After more than 150 years of agitating for this fundamental right of citizenship, French women finally secured the vote.

This victory came rather late, especially considering the promising proclamations of women such as Olympe de Gouges during the French Revolution of 1789.

Female suffrage across Europe

Despite being a milestone for France, the country lagged behind other European nations that had already embraced women's voting rights by the early 20th century.

In Finland, the birthplace of modern democracy, women gained suffrage in 1906, setting a precedent for the rest of Europe.

Across the continent, from Denmark to Azerbaijan, Germany to Georgia, women were granted at least limited voting rights in the 1910s, marking a significant step towards gender equality in the political sphere.

However, the struggle for suffrage was not without challenges. In the United Kingdom, suffragettes fought tirelessly for the right to vote, employing militant tactics such as chaining themselves to railings and hunger strikes.

Their efforts culminated in the Representation of the People Act 1918, which granted voting rights to certain women over 30.

A gradual process

While many nations embraced women's suffrage early on, notable exceptions existed.

Greece had delayed the implementation of equal voting rights, which didn't come into effect until 1952. The exception was literate women in Greece, who could participate in local elections since 1930.

Switzerland's journey towards gender equality in voting rights was gradual. Women gained the right to vote at the federal level in 1971, while at the local canton level, this right was extended between 1959 and 1990.

Liechtenstein followed suit in 1984, marking a significant step towards gender inclusivity in politics.

The Swiss canton of Appenzell Innerrhoden was among the last European jurisdictions to grant women the right to vote at the local level, doing so in 1990.

Suffrage after Fascism

In Italy, Fascism in the early to mid-20th century interrupted the process of suffrage more than compared to other parts of Europe.

Women's right to vote was finally realised on February 1, 1945, as a culmination of their participation in the struggle against fascism, where many women served in the Italian resistance during the Second World War.

On June 2, 1946, Italian women exercised their voting rights for the first time in the Institutional referendum, choosing between monarchy and republic, and in the constituent Assembly elections.

Following that election, the former King Umberto II voluntarily left the country on 13 June 1946.

Twenty-one women were elected and contributed to drafting the Italian Constitution, advocating for gender equality across all levels, particularly in labour rights, wages, and maternity protection.

'There's Still Tomorrow' is a recent film depicting this period of Italian history, portraying the female protagonist's decision to fight back against her abusive husband due to her first voter's card.

Franco took away women's vote in Spain

Women in Spain gained the right to vote in 1933 through legal reforms under the Second Spanish Republic.

This was short-lived following Franco's ascent to power in 1939 after the Spanish Civil War. Women experienced a significant rollback of rights, though the right to vote was not universally revoked.

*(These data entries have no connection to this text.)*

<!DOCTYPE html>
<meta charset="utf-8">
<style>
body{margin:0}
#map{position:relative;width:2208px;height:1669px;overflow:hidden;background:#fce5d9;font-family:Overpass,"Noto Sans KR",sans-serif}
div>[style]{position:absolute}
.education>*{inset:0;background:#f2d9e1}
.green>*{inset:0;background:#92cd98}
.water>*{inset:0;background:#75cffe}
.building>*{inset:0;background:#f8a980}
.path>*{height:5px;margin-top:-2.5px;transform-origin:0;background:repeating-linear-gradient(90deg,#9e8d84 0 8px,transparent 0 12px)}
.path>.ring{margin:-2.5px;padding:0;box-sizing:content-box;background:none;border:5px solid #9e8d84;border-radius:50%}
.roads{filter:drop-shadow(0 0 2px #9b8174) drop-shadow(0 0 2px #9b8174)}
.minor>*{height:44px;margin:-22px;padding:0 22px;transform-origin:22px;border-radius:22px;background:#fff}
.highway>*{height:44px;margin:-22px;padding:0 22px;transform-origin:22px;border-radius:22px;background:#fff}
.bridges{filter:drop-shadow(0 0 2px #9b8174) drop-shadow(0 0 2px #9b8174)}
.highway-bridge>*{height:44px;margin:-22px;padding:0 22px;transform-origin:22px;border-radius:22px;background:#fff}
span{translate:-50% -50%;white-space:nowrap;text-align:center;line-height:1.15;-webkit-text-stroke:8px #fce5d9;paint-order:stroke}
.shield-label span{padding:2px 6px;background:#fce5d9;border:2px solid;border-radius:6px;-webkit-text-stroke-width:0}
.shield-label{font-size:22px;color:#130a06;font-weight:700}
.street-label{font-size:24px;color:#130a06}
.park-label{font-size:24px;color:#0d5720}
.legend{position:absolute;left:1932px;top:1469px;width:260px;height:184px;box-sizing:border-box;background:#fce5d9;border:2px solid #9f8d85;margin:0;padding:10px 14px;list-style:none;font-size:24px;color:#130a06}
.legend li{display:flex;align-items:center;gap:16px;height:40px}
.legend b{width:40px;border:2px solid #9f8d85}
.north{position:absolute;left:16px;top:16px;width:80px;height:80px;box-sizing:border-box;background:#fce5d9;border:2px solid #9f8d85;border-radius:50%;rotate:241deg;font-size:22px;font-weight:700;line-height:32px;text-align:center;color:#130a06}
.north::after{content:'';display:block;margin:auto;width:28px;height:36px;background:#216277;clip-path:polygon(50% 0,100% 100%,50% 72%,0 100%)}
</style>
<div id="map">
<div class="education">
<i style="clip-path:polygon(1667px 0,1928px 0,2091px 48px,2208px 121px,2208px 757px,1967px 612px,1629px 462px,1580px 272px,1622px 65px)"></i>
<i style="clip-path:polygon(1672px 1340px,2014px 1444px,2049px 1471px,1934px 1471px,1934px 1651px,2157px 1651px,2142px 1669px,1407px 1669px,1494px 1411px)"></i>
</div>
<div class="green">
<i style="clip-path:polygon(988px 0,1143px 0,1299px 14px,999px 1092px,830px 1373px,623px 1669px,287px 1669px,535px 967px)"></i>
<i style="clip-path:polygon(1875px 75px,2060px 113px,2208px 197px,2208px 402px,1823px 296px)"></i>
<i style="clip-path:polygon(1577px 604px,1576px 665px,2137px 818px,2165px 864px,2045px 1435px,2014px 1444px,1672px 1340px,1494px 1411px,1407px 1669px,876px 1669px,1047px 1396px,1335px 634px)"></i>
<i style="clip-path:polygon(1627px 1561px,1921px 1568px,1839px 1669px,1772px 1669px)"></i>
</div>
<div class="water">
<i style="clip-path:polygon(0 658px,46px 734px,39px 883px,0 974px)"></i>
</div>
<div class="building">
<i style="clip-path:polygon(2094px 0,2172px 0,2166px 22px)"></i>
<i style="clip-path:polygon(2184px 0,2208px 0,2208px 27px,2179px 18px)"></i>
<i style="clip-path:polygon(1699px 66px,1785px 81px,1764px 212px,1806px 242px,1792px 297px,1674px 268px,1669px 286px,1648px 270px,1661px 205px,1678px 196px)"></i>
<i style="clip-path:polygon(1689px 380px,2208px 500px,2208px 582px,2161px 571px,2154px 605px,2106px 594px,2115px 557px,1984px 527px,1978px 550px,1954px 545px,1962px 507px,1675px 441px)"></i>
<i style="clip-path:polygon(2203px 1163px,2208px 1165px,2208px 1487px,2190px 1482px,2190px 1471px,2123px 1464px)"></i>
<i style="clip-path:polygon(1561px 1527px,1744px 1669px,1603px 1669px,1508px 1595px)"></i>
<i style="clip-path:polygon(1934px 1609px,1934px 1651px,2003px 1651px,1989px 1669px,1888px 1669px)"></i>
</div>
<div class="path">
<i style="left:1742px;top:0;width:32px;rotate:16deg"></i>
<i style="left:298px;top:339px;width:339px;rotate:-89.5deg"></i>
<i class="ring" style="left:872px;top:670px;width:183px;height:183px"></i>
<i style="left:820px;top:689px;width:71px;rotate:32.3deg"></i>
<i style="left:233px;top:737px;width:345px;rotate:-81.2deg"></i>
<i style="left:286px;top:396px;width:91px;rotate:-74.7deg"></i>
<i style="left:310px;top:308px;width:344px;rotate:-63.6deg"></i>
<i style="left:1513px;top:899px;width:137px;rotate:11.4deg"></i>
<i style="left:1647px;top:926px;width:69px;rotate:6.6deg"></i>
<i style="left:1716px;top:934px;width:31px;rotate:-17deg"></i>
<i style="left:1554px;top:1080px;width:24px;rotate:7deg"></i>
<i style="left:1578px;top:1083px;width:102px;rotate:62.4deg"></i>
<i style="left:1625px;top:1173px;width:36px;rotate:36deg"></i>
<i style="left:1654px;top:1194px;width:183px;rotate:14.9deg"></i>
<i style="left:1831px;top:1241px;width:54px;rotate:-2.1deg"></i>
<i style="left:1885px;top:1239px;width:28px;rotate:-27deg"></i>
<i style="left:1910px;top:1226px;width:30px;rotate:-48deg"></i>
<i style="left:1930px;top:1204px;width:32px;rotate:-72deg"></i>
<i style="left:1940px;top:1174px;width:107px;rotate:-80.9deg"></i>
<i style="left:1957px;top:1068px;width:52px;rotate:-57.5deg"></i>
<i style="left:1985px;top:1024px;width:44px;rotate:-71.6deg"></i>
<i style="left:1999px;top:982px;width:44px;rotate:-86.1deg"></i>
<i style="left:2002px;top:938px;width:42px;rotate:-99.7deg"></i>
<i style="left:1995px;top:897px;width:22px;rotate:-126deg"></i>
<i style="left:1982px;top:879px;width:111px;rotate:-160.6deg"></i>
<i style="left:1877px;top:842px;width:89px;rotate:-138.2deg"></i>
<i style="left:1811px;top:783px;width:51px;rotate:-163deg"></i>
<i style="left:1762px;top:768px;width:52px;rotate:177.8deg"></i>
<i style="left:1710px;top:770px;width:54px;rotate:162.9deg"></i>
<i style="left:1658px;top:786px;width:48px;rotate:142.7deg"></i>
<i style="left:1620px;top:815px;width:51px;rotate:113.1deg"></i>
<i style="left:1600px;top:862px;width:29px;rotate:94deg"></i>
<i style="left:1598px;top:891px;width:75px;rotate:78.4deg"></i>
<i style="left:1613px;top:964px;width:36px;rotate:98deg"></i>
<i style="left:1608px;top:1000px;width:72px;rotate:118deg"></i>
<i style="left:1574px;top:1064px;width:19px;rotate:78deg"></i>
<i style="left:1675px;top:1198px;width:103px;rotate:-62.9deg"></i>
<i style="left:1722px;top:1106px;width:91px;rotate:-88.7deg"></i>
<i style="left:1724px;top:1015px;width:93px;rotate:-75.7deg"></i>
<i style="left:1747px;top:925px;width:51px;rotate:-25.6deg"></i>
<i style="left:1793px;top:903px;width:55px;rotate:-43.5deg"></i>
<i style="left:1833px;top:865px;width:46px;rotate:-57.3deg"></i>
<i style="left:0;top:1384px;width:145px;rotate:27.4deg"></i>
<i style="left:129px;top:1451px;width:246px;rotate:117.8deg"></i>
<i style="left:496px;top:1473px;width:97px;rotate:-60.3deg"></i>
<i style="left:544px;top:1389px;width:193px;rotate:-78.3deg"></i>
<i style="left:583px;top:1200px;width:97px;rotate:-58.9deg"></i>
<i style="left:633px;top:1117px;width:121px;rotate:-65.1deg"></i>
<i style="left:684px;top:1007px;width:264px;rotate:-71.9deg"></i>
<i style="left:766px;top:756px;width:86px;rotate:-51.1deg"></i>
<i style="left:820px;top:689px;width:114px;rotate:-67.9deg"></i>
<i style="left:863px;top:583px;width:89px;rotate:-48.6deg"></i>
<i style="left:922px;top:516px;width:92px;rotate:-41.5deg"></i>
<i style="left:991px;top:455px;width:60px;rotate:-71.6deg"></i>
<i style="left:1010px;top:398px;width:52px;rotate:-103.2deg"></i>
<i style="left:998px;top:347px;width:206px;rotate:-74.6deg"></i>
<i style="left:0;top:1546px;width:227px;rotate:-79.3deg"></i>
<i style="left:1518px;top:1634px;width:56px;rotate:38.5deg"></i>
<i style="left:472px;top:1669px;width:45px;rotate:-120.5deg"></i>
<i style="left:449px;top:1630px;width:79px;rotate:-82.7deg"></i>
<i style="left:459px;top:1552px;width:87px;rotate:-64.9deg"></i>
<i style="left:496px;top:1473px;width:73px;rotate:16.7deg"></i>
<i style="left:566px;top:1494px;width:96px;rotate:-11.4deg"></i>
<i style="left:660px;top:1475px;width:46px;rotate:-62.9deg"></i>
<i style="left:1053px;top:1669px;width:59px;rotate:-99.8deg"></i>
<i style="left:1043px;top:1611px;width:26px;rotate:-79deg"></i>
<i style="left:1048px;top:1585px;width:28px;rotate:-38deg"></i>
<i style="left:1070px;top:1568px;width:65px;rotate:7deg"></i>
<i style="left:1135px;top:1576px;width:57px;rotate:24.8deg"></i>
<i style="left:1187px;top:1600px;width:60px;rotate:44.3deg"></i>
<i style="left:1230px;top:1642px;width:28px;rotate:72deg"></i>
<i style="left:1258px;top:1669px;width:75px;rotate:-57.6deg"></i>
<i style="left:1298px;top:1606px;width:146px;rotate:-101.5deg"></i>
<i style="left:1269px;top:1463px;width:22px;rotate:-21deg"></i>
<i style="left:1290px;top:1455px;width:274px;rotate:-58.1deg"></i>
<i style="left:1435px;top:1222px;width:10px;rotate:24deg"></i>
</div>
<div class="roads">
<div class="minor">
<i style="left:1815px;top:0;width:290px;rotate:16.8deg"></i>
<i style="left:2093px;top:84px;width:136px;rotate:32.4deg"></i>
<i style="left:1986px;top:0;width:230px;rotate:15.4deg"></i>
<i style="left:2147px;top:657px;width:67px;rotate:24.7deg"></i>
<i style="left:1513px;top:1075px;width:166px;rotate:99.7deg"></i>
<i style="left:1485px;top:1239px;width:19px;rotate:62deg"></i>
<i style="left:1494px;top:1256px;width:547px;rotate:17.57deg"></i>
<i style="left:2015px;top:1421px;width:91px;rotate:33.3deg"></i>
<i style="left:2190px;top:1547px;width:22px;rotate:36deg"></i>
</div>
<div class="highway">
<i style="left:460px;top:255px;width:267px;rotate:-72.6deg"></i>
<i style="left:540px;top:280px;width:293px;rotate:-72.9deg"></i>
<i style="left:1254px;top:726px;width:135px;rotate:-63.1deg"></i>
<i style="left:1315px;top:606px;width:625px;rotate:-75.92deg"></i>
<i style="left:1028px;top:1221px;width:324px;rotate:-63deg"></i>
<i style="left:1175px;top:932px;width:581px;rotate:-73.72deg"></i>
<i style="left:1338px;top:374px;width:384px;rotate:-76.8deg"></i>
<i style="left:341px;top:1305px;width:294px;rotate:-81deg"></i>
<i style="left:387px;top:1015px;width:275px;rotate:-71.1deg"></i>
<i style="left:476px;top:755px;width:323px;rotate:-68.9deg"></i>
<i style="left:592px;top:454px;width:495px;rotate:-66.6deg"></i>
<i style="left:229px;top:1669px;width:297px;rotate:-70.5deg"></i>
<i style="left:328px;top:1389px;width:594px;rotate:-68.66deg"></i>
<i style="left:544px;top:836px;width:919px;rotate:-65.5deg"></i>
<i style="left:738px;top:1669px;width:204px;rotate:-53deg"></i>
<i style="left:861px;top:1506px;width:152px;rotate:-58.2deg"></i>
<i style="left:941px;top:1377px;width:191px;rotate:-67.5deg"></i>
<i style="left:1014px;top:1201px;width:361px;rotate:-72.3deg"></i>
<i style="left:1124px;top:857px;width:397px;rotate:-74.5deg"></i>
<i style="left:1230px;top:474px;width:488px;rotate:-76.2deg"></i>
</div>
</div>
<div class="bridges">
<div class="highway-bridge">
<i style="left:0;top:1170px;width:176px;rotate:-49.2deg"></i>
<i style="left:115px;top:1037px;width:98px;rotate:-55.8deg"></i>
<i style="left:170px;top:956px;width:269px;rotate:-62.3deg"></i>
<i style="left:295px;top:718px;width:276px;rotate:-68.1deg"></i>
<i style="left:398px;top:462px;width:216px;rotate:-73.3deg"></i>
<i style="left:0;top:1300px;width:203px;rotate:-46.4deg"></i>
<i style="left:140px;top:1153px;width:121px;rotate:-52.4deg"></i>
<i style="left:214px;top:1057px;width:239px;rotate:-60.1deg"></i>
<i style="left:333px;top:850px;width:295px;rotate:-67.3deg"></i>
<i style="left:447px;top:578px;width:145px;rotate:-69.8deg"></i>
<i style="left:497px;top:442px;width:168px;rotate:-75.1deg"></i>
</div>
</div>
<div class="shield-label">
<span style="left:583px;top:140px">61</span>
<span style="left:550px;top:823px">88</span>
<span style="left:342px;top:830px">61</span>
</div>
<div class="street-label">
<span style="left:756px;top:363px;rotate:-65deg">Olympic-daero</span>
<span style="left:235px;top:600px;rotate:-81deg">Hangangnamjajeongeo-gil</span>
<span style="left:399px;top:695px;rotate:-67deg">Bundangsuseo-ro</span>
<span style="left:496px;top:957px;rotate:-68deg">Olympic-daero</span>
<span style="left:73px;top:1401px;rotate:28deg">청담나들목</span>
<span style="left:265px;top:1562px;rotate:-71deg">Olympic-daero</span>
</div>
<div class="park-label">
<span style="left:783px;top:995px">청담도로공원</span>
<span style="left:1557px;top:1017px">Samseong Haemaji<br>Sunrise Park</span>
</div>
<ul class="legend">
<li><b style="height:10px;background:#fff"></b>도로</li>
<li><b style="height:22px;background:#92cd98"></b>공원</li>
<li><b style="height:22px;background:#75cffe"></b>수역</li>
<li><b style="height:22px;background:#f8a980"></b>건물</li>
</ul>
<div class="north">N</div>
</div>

Despite the absence of national democratic elections from 1939 to 1977 under Franco's dictatorship, women retained limited voting rights, primarily in municipal elections, subject to specific age and marital status criteria.

Dolores Pérez Lapeña exemplified this by winning a municipal election in Valladolid in 1963. It wasn't until 1977, two years after Franco's death, that women participated in their first national elections in Spain.

France's journey towards suffrage was marked by institutional resistance and political turmoil. Despite early advocacy during the French Revolution, suffrage remained elusive until the aftermath of World War II.